Element qui peut aussi surprendre et qu’avec cette vision extensive des trésors nationaux nous aboutissons au fait que chaque jour des tonnes et des tonnes de trésors nationaux sont détruits en toute légalité. En effet le rôle de l’archiviste est de conserver mais aussi grandement de gérer les archives en procédant à des éliminations régulières. Ceci est baliser par un ensemble de procédures réglementaire et notamment le visa d’élimination délivré par le SIAF ou à l’échelon local par le Directeur des archives départementales. Nous aboutissons donc à une situation totalement ubuesque d’hyper protection par le statut de trésor national qui rentre en conflit avec bons nombres éléments législatifs ou réglementaires.

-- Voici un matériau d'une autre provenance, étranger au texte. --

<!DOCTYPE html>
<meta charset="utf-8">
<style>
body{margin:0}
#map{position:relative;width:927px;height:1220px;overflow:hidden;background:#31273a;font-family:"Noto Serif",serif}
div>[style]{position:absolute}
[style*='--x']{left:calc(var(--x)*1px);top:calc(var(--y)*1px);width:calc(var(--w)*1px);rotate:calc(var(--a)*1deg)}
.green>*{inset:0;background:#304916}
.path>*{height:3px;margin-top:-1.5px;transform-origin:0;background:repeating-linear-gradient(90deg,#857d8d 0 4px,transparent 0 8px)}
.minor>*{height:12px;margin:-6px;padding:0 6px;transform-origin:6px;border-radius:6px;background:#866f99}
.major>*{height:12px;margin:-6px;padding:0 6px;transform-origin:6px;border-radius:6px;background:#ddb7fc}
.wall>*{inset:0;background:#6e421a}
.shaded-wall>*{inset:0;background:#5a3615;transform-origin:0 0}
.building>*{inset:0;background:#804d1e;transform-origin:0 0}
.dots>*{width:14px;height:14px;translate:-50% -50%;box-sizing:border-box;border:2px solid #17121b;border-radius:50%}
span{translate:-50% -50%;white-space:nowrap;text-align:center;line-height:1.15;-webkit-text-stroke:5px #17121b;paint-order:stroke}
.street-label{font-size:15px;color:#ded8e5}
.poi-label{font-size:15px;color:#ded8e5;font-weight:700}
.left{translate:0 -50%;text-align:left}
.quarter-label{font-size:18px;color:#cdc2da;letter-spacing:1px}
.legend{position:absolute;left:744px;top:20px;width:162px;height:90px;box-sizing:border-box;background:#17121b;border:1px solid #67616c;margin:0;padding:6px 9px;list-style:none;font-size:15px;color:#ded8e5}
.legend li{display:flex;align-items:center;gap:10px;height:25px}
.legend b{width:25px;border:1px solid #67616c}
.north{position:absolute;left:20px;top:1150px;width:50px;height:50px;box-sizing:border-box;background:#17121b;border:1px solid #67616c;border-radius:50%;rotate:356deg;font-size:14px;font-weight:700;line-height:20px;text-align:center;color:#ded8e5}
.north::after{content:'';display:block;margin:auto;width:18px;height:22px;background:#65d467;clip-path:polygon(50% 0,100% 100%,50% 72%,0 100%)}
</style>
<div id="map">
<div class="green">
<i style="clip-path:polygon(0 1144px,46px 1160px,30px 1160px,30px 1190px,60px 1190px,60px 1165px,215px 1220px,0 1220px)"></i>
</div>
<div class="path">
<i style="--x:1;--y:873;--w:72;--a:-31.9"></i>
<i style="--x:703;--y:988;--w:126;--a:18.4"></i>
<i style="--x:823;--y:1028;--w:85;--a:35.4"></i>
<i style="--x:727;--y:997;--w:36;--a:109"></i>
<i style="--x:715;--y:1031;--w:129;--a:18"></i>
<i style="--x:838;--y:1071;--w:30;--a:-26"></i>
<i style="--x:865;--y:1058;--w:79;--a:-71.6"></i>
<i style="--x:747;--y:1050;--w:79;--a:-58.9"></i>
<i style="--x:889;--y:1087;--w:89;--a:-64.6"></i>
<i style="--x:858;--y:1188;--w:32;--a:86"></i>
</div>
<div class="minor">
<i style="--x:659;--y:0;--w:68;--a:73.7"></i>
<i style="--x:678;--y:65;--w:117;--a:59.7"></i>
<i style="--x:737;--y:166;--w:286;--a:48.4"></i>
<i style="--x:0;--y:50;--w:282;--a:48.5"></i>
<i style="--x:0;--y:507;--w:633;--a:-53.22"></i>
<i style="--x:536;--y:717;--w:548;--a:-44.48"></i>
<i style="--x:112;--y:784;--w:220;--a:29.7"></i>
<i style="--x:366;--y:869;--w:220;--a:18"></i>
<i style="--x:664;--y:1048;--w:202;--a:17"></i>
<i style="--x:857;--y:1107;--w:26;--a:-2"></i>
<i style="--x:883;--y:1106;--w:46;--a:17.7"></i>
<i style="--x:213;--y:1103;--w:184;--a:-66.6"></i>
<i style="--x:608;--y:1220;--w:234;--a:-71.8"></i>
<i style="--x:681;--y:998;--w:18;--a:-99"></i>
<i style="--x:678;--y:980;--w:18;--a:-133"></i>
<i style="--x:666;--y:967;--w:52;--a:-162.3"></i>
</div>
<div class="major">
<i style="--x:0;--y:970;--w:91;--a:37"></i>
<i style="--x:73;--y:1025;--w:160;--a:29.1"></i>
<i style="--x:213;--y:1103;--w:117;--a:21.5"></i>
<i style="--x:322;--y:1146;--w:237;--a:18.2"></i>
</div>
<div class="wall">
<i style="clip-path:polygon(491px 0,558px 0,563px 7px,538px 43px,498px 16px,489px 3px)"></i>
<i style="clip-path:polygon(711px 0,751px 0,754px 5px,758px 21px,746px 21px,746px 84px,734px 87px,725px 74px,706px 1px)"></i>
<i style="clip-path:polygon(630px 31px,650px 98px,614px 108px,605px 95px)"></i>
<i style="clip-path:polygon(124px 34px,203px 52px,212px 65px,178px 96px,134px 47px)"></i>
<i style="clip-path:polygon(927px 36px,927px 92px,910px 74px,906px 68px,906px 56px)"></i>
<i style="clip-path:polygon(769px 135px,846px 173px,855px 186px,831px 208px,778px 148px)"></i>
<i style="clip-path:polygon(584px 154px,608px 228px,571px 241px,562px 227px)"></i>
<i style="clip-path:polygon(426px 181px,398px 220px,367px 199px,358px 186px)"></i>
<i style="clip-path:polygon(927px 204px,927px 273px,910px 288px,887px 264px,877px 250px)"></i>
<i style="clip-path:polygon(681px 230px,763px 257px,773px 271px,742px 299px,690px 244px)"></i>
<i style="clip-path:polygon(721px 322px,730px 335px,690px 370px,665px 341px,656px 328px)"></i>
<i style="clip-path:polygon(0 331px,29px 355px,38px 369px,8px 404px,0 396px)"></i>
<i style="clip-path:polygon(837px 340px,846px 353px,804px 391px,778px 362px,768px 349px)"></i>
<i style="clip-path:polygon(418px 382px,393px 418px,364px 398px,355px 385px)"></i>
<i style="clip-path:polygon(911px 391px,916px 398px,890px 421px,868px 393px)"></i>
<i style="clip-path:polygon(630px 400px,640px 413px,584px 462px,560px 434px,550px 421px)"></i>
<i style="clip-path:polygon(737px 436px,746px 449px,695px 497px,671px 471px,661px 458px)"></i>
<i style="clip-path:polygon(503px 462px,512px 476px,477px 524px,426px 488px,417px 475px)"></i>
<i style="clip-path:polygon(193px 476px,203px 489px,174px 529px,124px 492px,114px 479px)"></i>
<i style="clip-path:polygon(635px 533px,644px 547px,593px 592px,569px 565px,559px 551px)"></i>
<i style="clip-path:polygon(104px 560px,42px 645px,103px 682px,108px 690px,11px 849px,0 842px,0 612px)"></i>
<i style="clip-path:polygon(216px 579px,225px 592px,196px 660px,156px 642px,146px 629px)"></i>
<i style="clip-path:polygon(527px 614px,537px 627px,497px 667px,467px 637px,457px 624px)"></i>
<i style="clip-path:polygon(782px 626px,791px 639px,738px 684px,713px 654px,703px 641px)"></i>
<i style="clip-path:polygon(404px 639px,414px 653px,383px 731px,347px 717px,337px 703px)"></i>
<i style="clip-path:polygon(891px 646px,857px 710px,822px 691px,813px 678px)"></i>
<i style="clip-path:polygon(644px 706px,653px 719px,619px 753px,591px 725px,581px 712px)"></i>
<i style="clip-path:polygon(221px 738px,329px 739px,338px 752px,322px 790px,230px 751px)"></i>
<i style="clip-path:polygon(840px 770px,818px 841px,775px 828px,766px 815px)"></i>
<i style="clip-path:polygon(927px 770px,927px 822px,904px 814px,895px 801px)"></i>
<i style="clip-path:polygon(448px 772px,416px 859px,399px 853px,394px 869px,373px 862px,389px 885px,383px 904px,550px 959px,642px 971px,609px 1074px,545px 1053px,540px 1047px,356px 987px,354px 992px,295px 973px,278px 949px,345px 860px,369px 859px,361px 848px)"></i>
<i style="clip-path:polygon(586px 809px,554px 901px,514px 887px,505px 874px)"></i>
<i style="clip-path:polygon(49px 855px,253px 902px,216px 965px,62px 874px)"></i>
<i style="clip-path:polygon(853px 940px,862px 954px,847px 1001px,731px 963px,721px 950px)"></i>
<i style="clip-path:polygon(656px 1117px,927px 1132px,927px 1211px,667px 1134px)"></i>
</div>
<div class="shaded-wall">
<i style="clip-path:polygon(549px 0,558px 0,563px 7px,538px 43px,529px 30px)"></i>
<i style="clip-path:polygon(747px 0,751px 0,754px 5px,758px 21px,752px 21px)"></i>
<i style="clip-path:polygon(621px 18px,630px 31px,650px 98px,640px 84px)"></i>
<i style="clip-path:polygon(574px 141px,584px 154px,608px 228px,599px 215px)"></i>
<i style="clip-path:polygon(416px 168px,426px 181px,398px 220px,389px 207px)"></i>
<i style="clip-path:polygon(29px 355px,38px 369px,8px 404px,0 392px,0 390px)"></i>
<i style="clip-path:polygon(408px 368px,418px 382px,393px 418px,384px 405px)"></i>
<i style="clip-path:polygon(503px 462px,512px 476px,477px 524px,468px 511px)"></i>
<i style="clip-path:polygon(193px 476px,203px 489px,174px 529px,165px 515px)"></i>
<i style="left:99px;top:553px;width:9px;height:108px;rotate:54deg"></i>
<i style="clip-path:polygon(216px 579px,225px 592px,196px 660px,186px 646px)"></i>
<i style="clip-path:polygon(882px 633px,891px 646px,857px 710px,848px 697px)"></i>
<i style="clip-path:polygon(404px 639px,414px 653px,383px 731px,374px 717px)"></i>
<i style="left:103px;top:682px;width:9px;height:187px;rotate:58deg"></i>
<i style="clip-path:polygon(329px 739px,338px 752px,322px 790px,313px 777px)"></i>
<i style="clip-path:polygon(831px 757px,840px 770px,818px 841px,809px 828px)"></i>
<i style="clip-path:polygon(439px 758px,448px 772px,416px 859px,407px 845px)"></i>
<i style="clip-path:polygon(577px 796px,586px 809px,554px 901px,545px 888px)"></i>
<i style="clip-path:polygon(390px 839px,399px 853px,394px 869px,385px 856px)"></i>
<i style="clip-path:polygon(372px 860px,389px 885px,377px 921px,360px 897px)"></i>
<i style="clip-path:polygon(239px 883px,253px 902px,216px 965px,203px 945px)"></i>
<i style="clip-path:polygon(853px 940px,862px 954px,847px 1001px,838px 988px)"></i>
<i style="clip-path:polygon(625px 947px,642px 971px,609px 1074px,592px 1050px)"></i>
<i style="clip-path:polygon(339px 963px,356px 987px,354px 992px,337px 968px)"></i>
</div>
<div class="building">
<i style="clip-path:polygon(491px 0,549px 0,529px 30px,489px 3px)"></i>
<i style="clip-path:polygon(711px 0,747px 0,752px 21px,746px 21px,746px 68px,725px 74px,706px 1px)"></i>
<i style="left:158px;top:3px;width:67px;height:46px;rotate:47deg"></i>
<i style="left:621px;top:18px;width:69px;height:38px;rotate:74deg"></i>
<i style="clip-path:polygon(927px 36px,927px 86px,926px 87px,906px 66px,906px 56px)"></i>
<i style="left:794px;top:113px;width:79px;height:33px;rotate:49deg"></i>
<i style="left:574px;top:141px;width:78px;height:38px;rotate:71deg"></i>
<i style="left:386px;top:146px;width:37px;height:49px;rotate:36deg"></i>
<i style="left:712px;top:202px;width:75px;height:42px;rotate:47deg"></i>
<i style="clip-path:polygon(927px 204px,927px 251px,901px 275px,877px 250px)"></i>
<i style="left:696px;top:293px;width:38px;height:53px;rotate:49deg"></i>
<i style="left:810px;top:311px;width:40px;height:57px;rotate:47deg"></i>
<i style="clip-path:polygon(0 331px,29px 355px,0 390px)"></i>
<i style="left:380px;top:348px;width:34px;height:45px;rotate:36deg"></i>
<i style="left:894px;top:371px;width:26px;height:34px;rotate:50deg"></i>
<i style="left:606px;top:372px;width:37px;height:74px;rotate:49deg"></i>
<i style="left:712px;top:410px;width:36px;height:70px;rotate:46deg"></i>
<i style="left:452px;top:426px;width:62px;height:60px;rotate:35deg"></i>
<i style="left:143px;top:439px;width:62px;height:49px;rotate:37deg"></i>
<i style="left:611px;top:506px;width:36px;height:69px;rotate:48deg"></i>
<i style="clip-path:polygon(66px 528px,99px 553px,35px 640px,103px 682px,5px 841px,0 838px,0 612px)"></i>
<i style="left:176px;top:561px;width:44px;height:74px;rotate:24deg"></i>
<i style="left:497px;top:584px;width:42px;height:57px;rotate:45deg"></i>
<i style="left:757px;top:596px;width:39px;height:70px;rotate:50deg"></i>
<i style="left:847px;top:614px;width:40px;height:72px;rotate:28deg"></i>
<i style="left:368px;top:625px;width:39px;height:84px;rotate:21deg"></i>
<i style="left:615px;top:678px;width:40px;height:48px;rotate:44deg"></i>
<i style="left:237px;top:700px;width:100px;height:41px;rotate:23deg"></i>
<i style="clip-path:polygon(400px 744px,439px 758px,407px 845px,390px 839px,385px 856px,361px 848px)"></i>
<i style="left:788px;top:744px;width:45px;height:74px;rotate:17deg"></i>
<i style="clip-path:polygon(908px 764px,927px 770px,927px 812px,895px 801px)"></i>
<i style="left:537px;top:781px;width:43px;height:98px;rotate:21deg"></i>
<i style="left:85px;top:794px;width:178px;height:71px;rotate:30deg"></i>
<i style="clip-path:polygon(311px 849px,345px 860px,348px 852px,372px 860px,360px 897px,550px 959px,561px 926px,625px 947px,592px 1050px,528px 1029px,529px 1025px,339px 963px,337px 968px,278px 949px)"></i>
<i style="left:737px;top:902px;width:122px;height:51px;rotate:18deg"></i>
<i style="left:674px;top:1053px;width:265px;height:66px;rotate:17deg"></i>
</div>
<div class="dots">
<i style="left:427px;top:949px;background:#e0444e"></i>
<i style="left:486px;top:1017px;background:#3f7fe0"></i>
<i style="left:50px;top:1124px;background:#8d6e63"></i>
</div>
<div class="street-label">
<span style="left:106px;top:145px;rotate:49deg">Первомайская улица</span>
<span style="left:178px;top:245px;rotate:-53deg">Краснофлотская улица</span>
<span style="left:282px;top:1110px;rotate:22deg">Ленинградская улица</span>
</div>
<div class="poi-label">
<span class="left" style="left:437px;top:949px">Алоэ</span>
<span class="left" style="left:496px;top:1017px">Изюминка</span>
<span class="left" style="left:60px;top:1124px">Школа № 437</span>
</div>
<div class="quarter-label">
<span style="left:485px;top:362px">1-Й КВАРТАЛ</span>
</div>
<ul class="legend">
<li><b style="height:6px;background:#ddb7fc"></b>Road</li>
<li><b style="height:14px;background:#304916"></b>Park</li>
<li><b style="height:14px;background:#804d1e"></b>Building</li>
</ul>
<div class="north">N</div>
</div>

Du point de vue de l’archiviste, le point le plus problématique que soulève cette note est le choix français de ne pas définir plus précisément ce qu’est une archive. Nous sortons ici du débat sur l’utilisation de services Cloud pour préciser quelques éléments d’archivistique.

Les archivistes français emploient le seul terme d’« archives » pour désigner les documents (y compris les données) produits par un organisme depuis leur création jusqu’à leur intégration éventuelle dans un fonds patrimonial (ou leur élimination réglementaire). Ceci n’est pas le cas dans tous les pays, notamment dans la sphère anglo-saxonne où l’on distingue bien d’une part ce que l’on nomme en français les archives courantes et intermédiaires (records) et d’autre part les archives définitives (archives).

La distinction de ces deux moments successifs de la vie d’un document éviterait aujourd’hui le mélange des genres qui transparaît dans la note. Nous aurions alors une législation sur les trésors nationaux qui protégerait les archives conservées à titre patrimonial (archives définitives), ce qui est en fait l’esprit même de cette loi.

Note : ces éléments de réflexion ont été écrits préalablement à l’avis du Conseil d’Etat suite à une saisine du gouvernement concernant le projet de loi portant suppression des surtranspositions des directives européennes en droit français.

Cet avis confirme l’abus fait de la notion de trésor national dans le droit français. Il propose de délimiter :

“aux seules archives publiques issues de la sélection prévue aux articles L. 212–2 à L. 212–4 du code du patrimoine en vue d’une conservation définitive, la qualification de trésors nationaux.”